Алексей Ельянов - Утро пятого дня
Теперь он вышел перед всеми нами — маленький, седой, с дряблой кожей на щеках, склонил голову и, когда мы все притихли, сказал нам:
— Дорогие ребята! Вам всем пришлось пережить войну. Вам было голодно и трудно. Мне очень хочется, чтобы у вас была теперь светлая, интересная жизнь. Вы правильно поступили, что пришли к нам учиться. Вы получили хорошие профессии. Для мужчины это самое важное дело. Вы только представьте, как жить мужчине без умения в руках. Да никак ему не прожить.
Директор склонил голову набок, помолчал, улыбнулся:
— Ведь за него ни одна девушка замуж не пойдет.
После этих слов всем стало весело.
— Да, да, — снова тихим голосом сказал директор. — Никуда от этого не уйти — мальчики становятся мужчинами, девочки женщинами, а мы, ваши воспитатели, — стариками и старушками.
Теперь уже заулыбались мастера, и седой высокий преподаватель математики, и полная миловидная учительница литературы, и сутулый, строгий наш историк, и даже толстый Черчилль. Я как будто бы впервые их увидел, они оказались вовсе не суровыми, а мягкими, простодушными и застенчивыми людьми.

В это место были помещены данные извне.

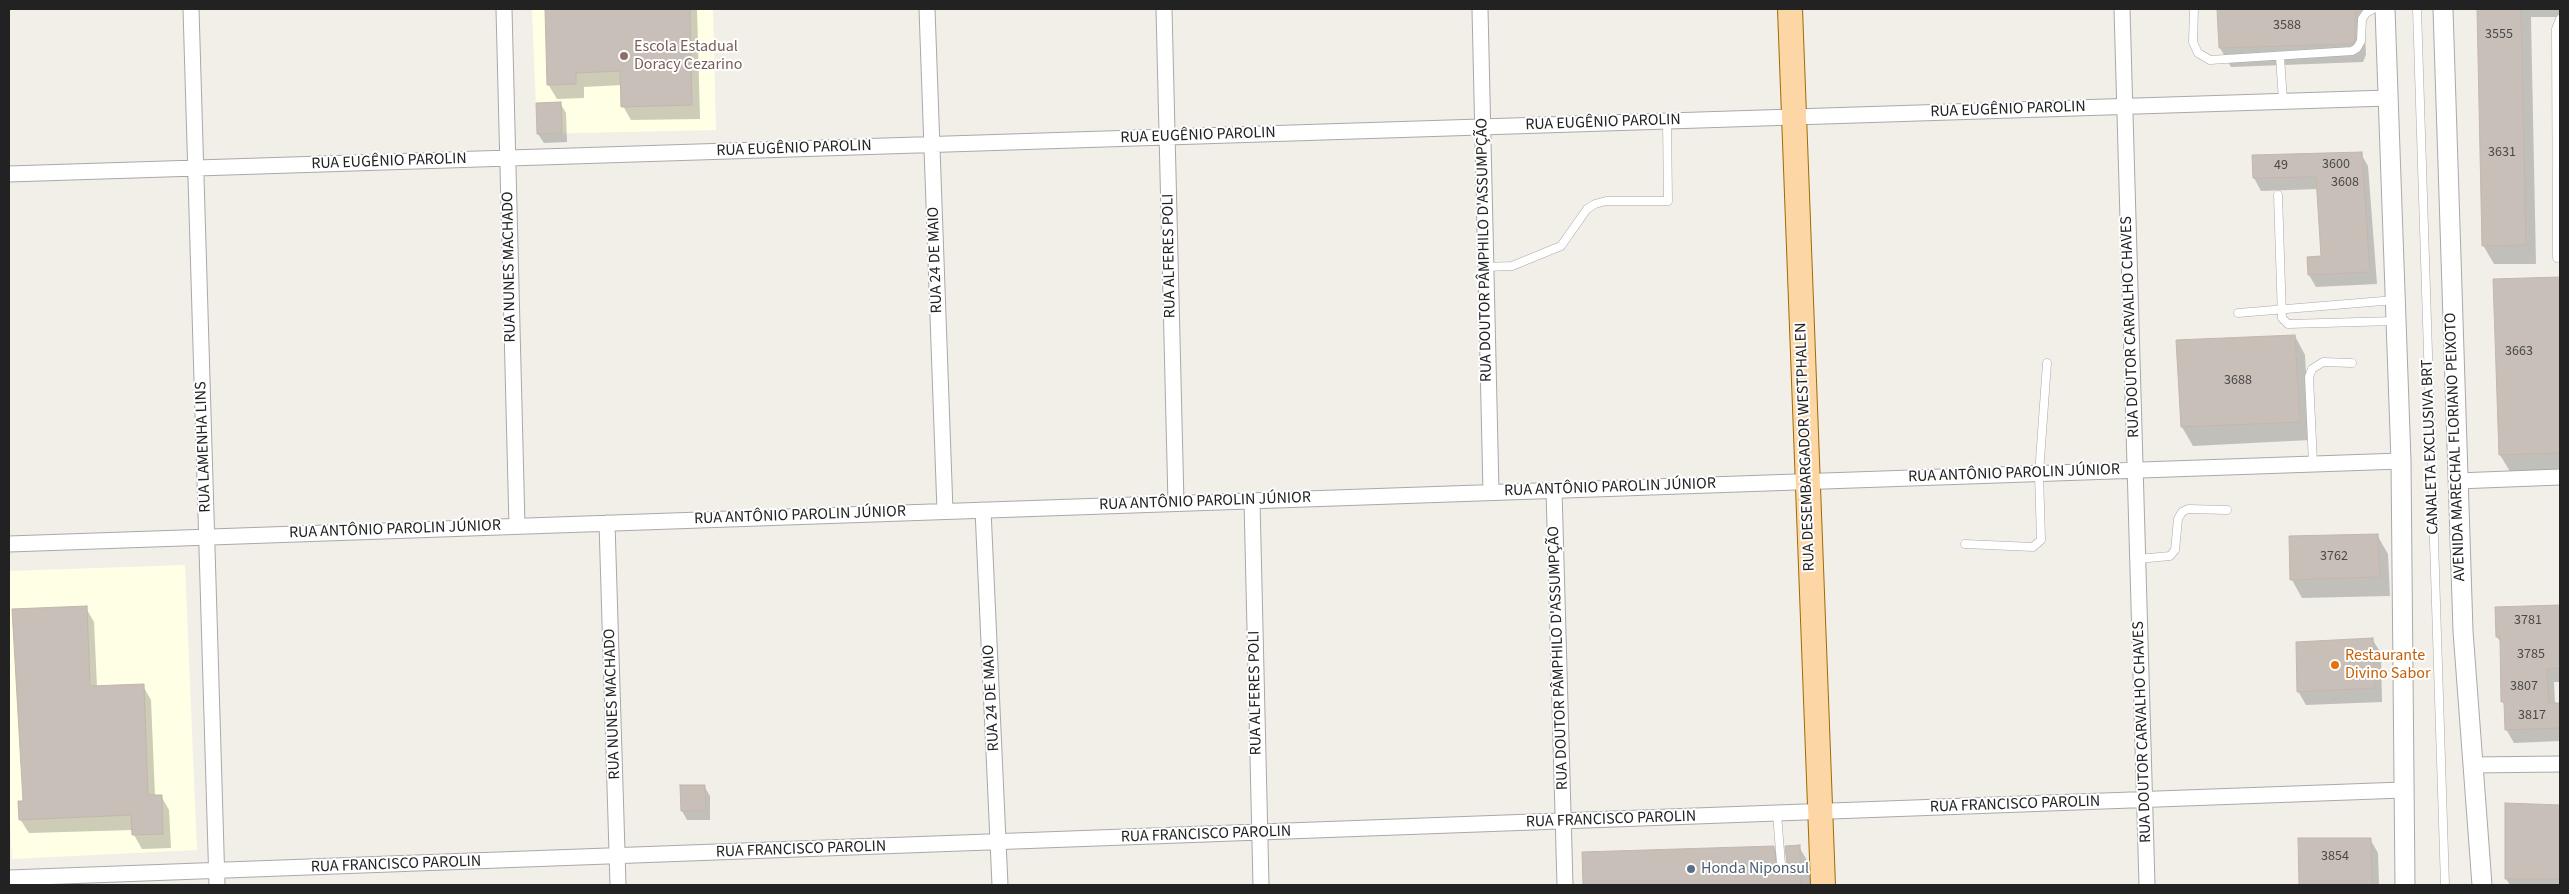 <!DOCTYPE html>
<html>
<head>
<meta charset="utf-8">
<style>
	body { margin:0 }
	#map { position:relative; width:2569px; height:894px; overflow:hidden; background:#f2efe9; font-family:"Source Sans 3",sans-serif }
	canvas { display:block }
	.frame { position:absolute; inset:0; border:10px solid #222; pointer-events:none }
</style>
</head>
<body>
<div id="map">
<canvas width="2569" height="894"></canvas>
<div class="frame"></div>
</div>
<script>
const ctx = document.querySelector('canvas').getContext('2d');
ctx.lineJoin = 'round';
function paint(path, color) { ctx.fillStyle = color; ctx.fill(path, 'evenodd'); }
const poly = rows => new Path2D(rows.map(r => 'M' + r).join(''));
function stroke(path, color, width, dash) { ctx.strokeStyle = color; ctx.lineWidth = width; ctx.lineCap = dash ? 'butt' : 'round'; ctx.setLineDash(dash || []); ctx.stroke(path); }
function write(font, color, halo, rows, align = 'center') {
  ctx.font = font + ' "Source Sans 3",sans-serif'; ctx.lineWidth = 4; ctx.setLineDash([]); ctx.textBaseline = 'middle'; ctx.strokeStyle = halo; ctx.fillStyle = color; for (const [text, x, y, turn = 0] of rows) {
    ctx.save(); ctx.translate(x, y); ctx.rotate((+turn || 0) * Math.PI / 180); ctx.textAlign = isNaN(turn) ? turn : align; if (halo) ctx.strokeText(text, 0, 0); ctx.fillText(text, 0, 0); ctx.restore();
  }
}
const education = poly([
	[532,9,713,9,716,130,537,134],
	[185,565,197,850,12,859,9,807,9,571]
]);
const shadow = poly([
	[546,9,697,9,700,119,631,120,623,106,622,85,584,87,584,98,557,99,548,84],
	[2219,9,2364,9,2366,55,2363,62,2231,67,2220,48],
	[2478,9,2560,9,2560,17,2531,17,2536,264,2494,264,2483,245],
	[560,103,566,113,567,142,544,143,538,134],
	[2361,154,2368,166,2377,284,2316,287,2309,275,2322,257,2318,189,2261,191,2254,178,2253,156],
	[2560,278,2560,472,2511,473,2500,455,2494,281],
	[2295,336,2305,355,2310,440,2193,446,2182,427,2178,342],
	[2377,535,2388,554,2390,596,2302,598,2292,580],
	[2560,606,2560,682,2554,682,2555,704,2560,704,2560,741,2514,743,2506,729,2505,706,2503,702,2502,644,2497,637,2496,608],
	[86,608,94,622,97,687,143,686,151,700,155,796,161,796,169,810,171,848,142,849,134,835,133,830,29,833,20,819],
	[2372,639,2381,653,2382,702,2306,705,2298,691],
	[681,786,704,786,710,796,710,820,687,820,682,811],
	[2506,804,2560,806,2560,885,2510,885,2506,879],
	[2370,839,2378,853,2379,885,2300,885,2299,840],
	[1773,847,1785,868,1799,847,1810,865,1810,885,1584,885,1583,854]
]);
const building = poly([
	[545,9,690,9,692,105,621,107,620,71,576,73,576,84,547,85,545,9],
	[2217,9,2355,9,2355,39,2352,44,2219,48,2217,9],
	[2477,9,2521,9,2526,245,2482,246,2477,9],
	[561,102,562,133,537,134,536,103,561,102],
	[2362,152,2370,272,2308,275,2307,257,2321,256,2316,177,2253,178,2252,155,2362,152],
	[2560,277,2560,453,2499,455,2493,279,2560,277],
	[2295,335,2300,422,2181,427,2176,340,2295,335],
	[2378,534,2380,577,2290,580,2289,536,2378,534],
	[2560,605,2560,668,2547,669,2549,703,2560,703,2560,728,2505,730,2504,702,2501,702,2500,637,2496,637,2495,607,2560,605],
	[87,606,90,686,144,684,148,795,162,795,163,834,132,835,131,815,19,820,18,801,23,801,12,609,87,606],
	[2373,638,2375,688,2297,692,2296,642,2373,638],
	[680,785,705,785,706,811,681,811,680,785],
	[2505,803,2560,805,2560,879,2505,879,2505,803],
	[2298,838,2371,838,2372,885,2299,885,2298,838],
	[1800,845,1801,885,1583,885,1582,852,1774,846,1776,865,1781,870,1787,864,1785,846,1800,845]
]);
const service = poly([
	[2194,9,2193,42,2198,53,2210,60,2352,51,2357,48,2361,41,2362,19,2366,13,2373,9],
	[2417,9,2445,885],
	[2280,57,2283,101],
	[2278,195,2282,318,2288,324,2395,321],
	[2557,258,2556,29,2560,19],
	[1486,267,1512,266,1561,246,1587,209,1595,204,1606,201,1668,201,1667,121],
	[2238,313,2395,300],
	[2313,464,2309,377,2312,369,2323,362,2352,363],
	[1965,544,2033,547,2041,540,2039,474,2047,363],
	[2138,559,2170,556,2175,550,2178,519,2182,512,2188,509,2227,510],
	[1777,814,1781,864]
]);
const minor = poly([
	[191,9,217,885],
	[504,9,517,526],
	[927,9,945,511],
	[1164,9,1176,503],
	[1480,9,1491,492],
	[2122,9,2147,885],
	[9,174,2388,98],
	[2457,481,2560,477],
	[1554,490,1565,885],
	[1252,501,1261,885],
	[983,510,1000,885],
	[607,523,618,885],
	[9,544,2401,461],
	[2472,765,2560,764],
	[9,878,2403,790]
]);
const tertiary = poly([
	[2385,9,2401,461,2405,885],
	[2443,9,2463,631,2482,885]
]);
const primary = poly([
	[1790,9,1823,885]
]);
const markers = [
	[624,56,5,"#8d6e63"],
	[2335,665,5,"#e8710a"],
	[1691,869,5,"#5c6f8a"]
];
const numberNames = [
	["3588",2287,26],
	["3555",2499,35],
	["3631",2502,153],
	["3600",2336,165],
	["49",2281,166],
	["3608",2345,183],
	["3663",2519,352],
	["3688",2238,381],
	["3762",2334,557],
	["3781",2528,621],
	["3785",2531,655],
	["3807",2524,687],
	["3817",2532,716],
	["3854",2335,857]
];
const educationNames = [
	["Escola Estadual",634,47],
	["Doracy Cezarino",634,65]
];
const streetNames = [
	["RUA EUGÊNIO PAROLIN",2008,110,-2],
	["RUA EUGÊNIO PAROLIN",1603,123,-2],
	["RUA EUGÊNIO PAROLIN",1198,136,-2],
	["RUA EUGÊNIO PAROLIN",794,149,-2],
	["RUA EUGÊNIO PAROLIN",389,162,-2],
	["RUA DOUTOR PÂMPHILO D'ASSUMPÇÃO",1485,250,-91],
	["RUA ALFERES POLI",1170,256,-91],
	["RUA 24 DE MAIO",936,260,-92],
	["RUA NUNES MACHADO",510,267,-91],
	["RUA DOUTOR CARVALHO CHAVES",2131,327,-92],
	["RUA LAMENHA LINS",204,447,-92],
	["RUA DESEMBARGADOR WESTPHALEN",1806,447,-92],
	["CANALETA EXCLUSIVA BRT",2431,447,-92],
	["AVENIDA MARECHAL FLORIANO PEIXOTO",2456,447,-92],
	["RUA ANTÔNIO PAROLIN JÚNIOR",2014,474,-2],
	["RUA ANTÔNIO PAROLIN JÚNIOR",1610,488,-2],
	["RUA ANTÔNIO PAROLIN JÚNIOR",1205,502,-2],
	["RUA ANTÔNIO PAROLIN JÚNIOR",800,516,-2],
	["RUA ANTÔNIO PAROLIN JÚNIOR",395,530,-2],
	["RUA DOUTOR PÂMPHILO D'ASSUMPÇÃO",1559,658,-92],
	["RUA ALFERES POLI",1256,693,-91],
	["RUA 24 DE MAIO",992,698,-93],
	["RUA NUNES MACHADO",613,704,-92],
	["RUA DOUTOR CARVALHO CHAVES",2143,732,-92],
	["RUA FRANCISCO PAROLIN",2015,805,-2],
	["RUA FRANCISCO PAROLIN",1611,820,-2],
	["RUA FRANCISCO PAROLIN",1206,835,-2],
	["RUA FRANCISCO PAROLIN",801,850,-2],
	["RUA FRANCISCO PAROLIN",396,865,-2]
];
const foodNames = [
	["Restaurante",2345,656],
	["Divino Sabor",2345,674]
];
const serviceNames = [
	["Honda Niponsul",1701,869]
];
paint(education, '#ffffe5');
paint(shadow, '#0003');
paint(building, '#c7bfb8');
stroke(building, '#c4b6ab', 1);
stroke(service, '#a9a9a9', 9);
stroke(minor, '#a9a9a9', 17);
stroke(tertiary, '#a9a9a9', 21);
stroke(primary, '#a06b00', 26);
stroke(service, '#fff', 8);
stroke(minor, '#fff', 15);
stroke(tertiary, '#fff', 19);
stroke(primary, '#fcd6a4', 24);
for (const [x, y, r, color] of markers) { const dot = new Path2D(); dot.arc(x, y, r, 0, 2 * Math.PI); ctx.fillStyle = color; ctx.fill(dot); stroke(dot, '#fff', 2); }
write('14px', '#4b4948', null, numberNames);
write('16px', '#785e54', '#fff', educationNames, 'left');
write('16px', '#222', '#fff', streetNames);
write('16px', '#c56008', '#fff', foodNames, 'left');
write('16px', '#4e5e75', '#fff', serviceNames, 'left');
</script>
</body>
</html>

— Таков закон жизни, — продолжал директор. — И нам всегда будет приятно знать, что вы, наши воспитанники, стали хорошими людьми, нашли свое место и все у вас надежно и прочно. Всего вам доброго, дорогие ребята.
Мы хлопали директору долго, изо всех сил, а он был смущен и взволнован и тоже бил в ладоши.
* * *Как хорошо он сказал, что все у нас должно быть надежно и прочно! Работа, друзья, дом, любимая девушка, здоровье — вот про это про все он и говорил. Но есть ли все это у меня? Здоровья — сколько надо, могу отбавить кому-нибудь. Дома у меня нет, но есть друзья: Дед, Андрей, Володька. Вот он стоит, мой сильный, всегда спокойный, а сегодня огорченный прощанием мой верный друг. Как же так получилось, что его, самого старательного из нас, не хотят оставить в седьмом цехе? Кто виноват? Бригадир? Мастер? Начальство училища? Надо бы с кем-то поговорить, но с кем? Кто может сказать наверняка — да или нет? Вот если бы начальник цеха вступился или дядя Яша. Ну конечно, дядя Яша. Уж он-то сможет сделать все, что надо. Нужно сегодня, сейчас, сразу после линейки или завтрака пойти к нему и все объяснить. А вдруг оставят одного только Володьку, а мне скажут: нет, двоих — слишком много в один цех. В лучший цех завода нужны опытные рабочие. Но разве напрасно мы учились три года, разве мало мы знаем? Надо обязательно поговорить с дядей Яшей.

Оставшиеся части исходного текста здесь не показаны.